Werden sich nur die Bornaer veräppelt fühlen oder auch die Leipziger? Als die Bornaer am 29. März ihren Workshop zur "Charta Leipziger Neuseenland 2030" abhielten, stimmten sie am Ende mit überwältigender Mehrheit dafür, dass es im Neuseenland keine spritgetriebenen Motorboote geben soll - sondern nur elektrisch betriebene. Das beeindruckte selbst Dr. Gerhard Gey, Landrat des Landkreises Leipzig und Sprecher der Steuerungsgruppe Leipziger Neuseenland.
Am Montag, 28. April, stellte die Steuerungsgruppe nun der Presse vor, wie sie sich das denkt mit den Motorbooten. Ein heiß diskutiertes Thema im Neuseenland seit dem Frühjahr 2012, seit das neue Sächsische Wassergesetz im Entwurf vorlag. Darin sollte die Schiffbarkeit für alle Tagebauseen im Leipziger Südraum erklärt werden – samt ihren Verbindungskanälen.

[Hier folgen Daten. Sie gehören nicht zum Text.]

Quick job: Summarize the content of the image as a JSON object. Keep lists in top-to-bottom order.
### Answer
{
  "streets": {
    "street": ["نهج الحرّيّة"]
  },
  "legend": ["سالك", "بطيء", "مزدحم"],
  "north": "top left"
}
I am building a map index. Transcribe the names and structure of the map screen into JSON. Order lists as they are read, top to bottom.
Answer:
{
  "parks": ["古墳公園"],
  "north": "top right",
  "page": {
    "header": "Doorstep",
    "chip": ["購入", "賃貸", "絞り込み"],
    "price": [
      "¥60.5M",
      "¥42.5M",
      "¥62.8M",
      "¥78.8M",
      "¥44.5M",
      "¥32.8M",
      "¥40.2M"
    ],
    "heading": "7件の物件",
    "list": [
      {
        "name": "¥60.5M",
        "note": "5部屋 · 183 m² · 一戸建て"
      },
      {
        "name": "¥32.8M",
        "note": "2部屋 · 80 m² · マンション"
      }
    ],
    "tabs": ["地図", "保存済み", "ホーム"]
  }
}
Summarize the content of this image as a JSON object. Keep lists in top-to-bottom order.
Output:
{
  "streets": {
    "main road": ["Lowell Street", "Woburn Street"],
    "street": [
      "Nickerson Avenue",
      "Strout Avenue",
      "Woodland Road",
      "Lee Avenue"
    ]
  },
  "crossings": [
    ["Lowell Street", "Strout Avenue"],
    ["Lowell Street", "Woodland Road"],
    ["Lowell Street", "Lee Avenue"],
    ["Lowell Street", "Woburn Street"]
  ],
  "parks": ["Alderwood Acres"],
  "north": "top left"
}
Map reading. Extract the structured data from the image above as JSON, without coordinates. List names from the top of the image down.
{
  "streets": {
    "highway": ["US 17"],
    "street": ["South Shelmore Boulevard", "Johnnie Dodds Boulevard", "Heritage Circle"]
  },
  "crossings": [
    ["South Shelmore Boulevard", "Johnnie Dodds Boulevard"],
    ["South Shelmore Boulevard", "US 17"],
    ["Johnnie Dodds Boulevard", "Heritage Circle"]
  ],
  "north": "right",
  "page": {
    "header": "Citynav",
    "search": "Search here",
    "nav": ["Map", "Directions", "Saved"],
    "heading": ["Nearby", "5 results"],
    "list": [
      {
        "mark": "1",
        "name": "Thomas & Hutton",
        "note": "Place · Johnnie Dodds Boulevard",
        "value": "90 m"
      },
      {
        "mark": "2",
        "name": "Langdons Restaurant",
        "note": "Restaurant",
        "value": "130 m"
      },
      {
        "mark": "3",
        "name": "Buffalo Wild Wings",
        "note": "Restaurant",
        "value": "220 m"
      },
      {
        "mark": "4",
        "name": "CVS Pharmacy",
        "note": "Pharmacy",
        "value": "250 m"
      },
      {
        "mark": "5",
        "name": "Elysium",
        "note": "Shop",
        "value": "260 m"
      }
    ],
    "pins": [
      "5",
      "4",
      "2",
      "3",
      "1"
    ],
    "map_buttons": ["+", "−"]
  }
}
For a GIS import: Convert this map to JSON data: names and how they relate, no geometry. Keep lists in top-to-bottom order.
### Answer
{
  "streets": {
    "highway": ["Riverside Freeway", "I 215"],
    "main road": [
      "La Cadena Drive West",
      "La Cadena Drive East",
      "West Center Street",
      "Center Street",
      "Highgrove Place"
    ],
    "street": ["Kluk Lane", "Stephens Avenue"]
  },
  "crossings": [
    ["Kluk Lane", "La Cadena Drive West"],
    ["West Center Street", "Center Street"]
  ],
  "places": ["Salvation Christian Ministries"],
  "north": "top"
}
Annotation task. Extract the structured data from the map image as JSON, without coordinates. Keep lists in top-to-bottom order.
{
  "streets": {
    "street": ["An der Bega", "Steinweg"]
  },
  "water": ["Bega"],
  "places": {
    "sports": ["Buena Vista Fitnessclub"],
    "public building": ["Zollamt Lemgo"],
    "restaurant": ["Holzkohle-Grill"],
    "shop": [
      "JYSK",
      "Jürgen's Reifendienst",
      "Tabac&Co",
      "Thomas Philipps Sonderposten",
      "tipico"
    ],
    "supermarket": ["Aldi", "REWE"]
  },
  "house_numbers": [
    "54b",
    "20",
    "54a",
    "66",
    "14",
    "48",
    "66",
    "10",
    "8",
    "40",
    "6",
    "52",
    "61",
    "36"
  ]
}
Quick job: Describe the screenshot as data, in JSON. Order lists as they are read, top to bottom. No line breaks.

Eine Petition, die der NuKla e.V. gegen Motorboote im Leipziger Auwald initiierte, wurde von über 11.000 Menschen unterzeichnet. Genug, um den Petitionsausschuss des Sächsischen Landtages auf die Beine zu bringen. Doch der wollte nicht. Der wollte sich nicht mal die Situation vor Ort anschauen und verwies die Petition an die Landesdirektion.
Mögliches Ergebnis: Im März stellte die Landesdirektion fest, dass es zumindest für den Floßgraben keine Schiffbarkeitserklärung geben wird.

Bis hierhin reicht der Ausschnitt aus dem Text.